Pardon me if I appear a bit disheveled and have been among the missing lately. Since last night I have been spending quite a bit of time in Second Life. I’m sure that Second Life is old news to almost everyone online but I only recently bought a computer that has enough horsepower to run the program.
If you see a tall young, bearded African American man wearing horn rimmed glasses and needing a haircut, named Ambrose Ballyhoo, wandering in a daze around Second Life – that would be me. I wanted to use my old The Simms avatar, Red Smoot, jazz musician, but couldn’t get use of the name. Ambrose is still very wet behind the ears, probably because of his tendency to walk into deep pools of water. He also has trouble with walking into walls. A couple of times Ambrose has mysteriously sunk below the ground and gotten stuck in a greenish gray limbo. I guess it’s a glitch in the software. I logged on a few minutes ago to discover that Ambrose had been transformed into the bearded lady. Honestly, I didn’t buy one of those skins!

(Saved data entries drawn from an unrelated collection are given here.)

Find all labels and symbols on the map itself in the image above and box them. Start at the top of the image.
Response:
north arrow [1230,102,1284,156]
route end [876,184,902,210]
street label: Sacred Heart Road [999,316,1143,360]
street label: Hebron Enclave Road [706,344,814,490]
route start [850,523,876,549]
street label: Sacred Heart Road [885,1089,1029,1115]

Be sure that your children don’t lie about their ages when registering for Second Life. Well, actually, If you don’t want to have *that talk* with them, your children can get quite a sex education in there. Just the “skins” that are for sale are pretty eye opening.

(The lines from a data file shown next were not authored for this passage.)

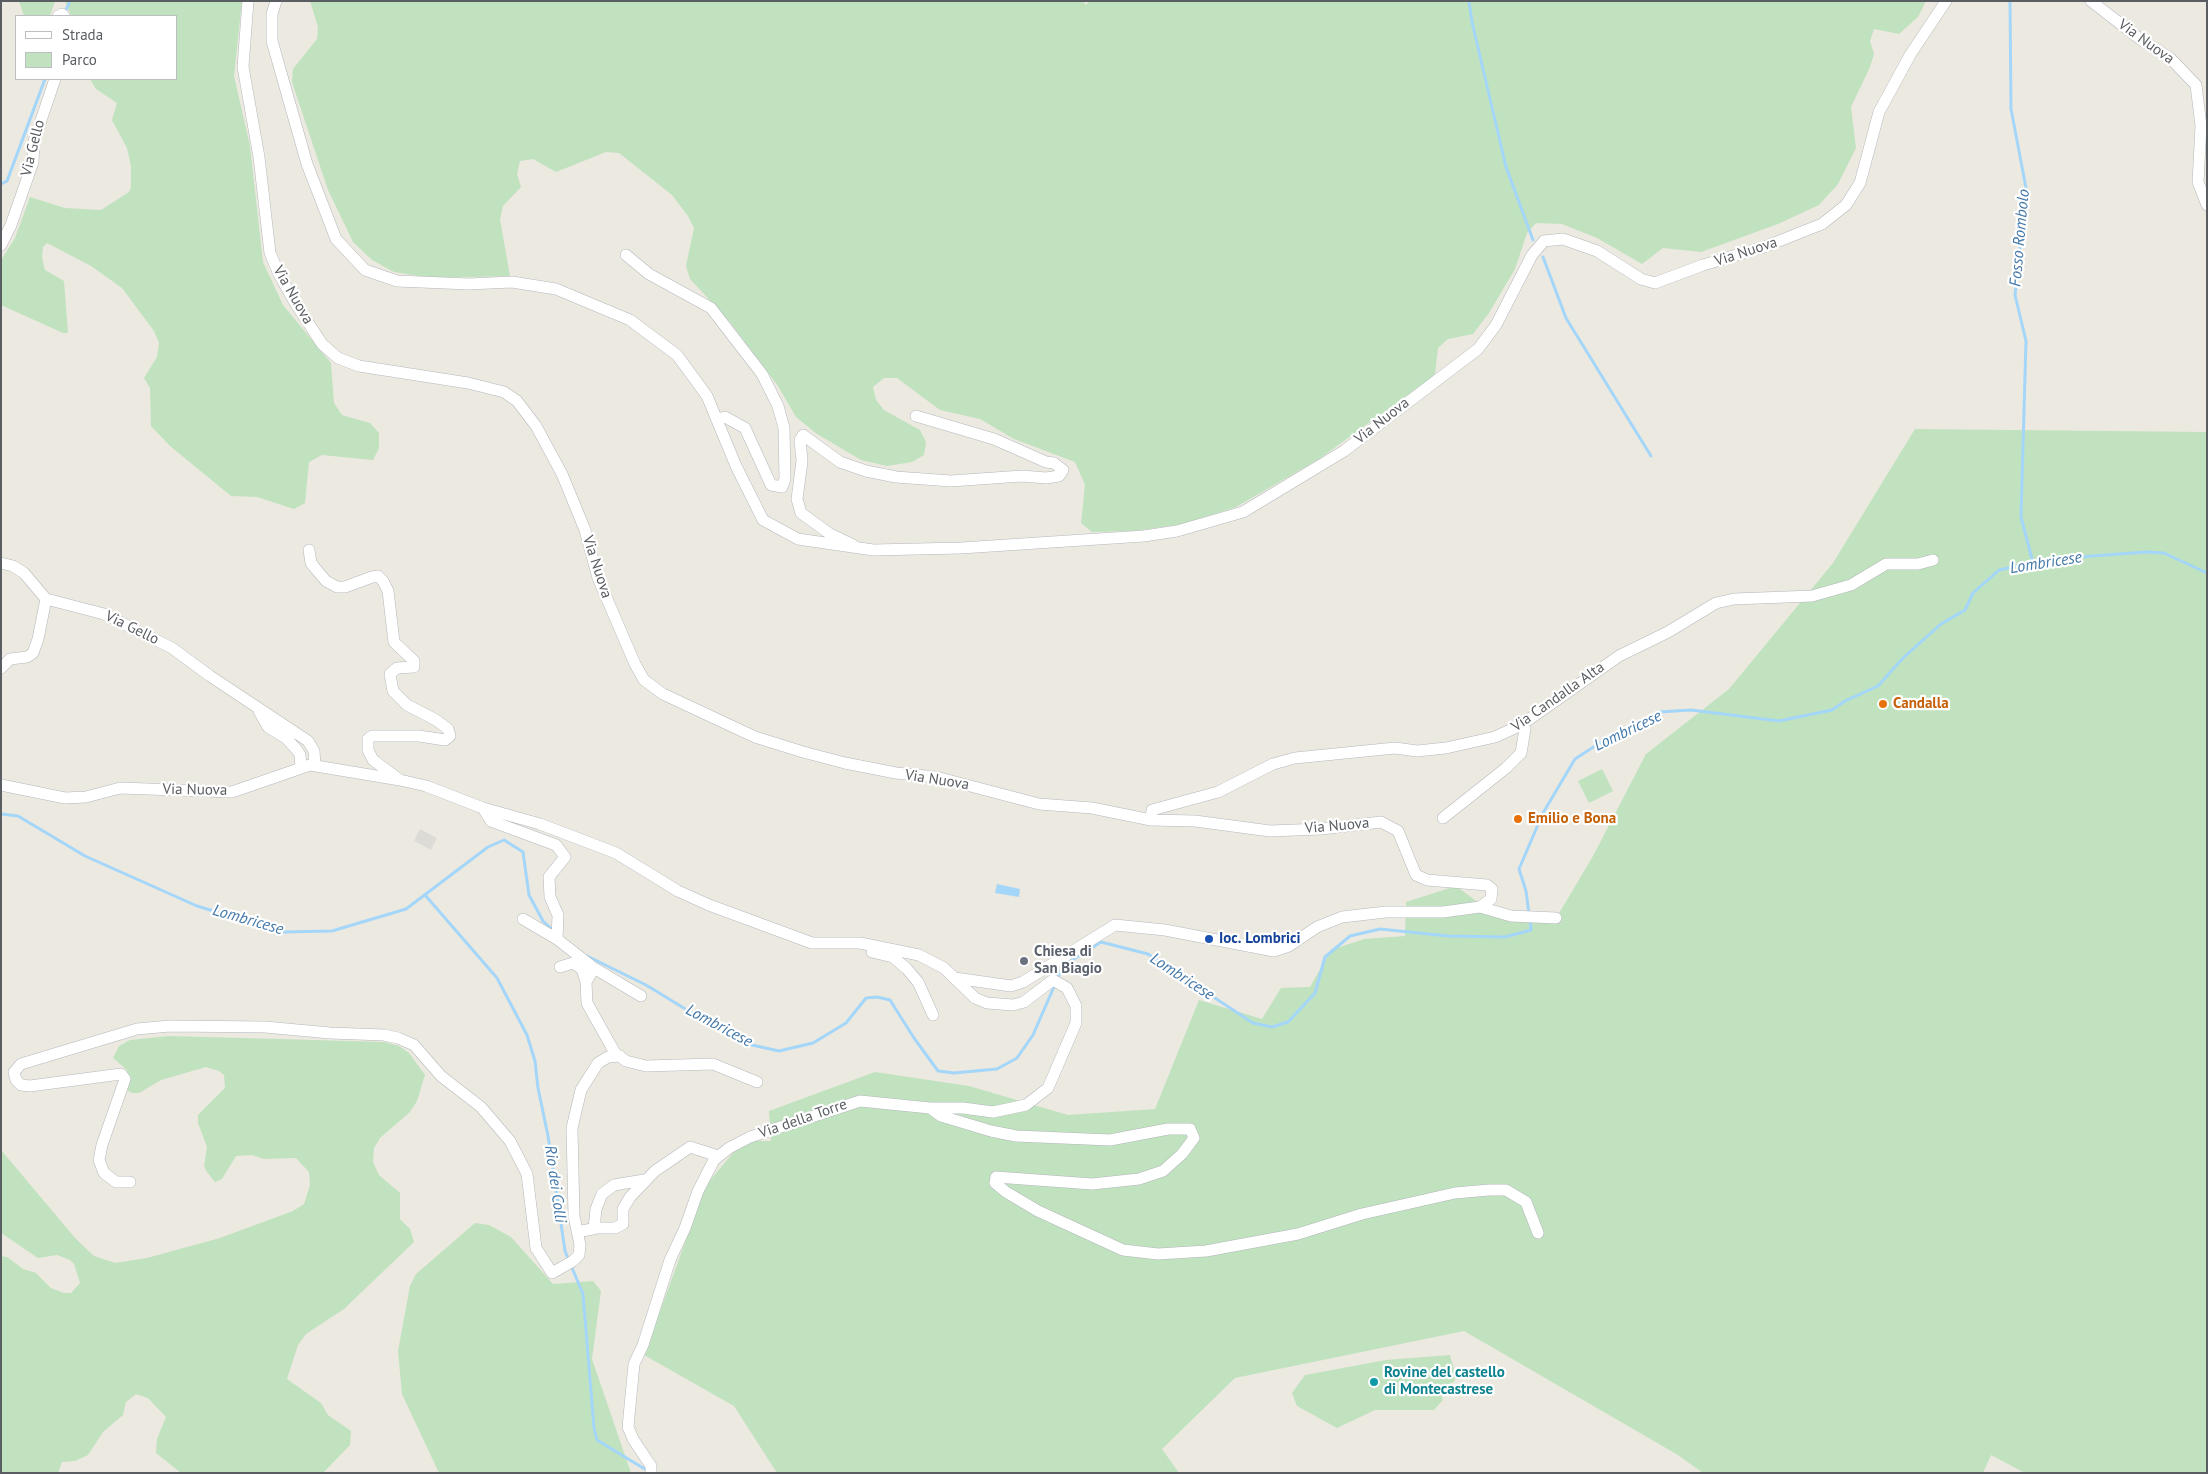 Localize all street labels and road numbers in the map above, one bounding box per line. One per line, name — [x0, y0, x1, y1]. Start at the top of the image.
street label: Via Nuova — [2115, 16, 2177, 68]
street label: Via Gello — [17, 118, 49, 178]
street label: Via Nuova — [1712, 233, 1780, 271]
street label: Via Nuova — [269, 262, 317, 328]
street label: Via Nuova — [1351, 394, 1413, 448]
street label: Via Nuova — [578, 533, 616, 601]
street label: Via Gello — [102, 607, 162, 649]
street label: Via Candalla Alta — [1508, 658, 1608, 736]
street label: Via Nuova — [904, 766, 970, 794]
street label: Via Nuova — [163, 780, 227, 800]
street label: Via Nuova — [1304, 814, 1370, 838]
street label: Via della Torre — [757, 1095, 849, 1143]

Everything is for sale in Second Life. I think that it must be second only to blogging for the number of people who are trying to make money without having to actually do any work. There is an enormous amount of development going on and there appears to be no building code. Caveat emptor applies in a big way. You can also buy clothes, particularly if you are into goth. There are works of art, yachts, cars, a new body to hang the clothes on – an anatomically correct body, guns – why would anyone need a gun? Second Life has it’s own currency which you can buy , using real money, through a credit card transaction. I guess that people can make and sell stuff for this funny money and somehow convert it back to real money, too.
I’m sure there are virtual drug dealers, and probably gangs. Actually I am getting a bit scared. I ran across a sign that said “You are entering the outlands. You can die here.” I didn’t go there.
Have you ever tried Second Life? Frankly I don’t get it.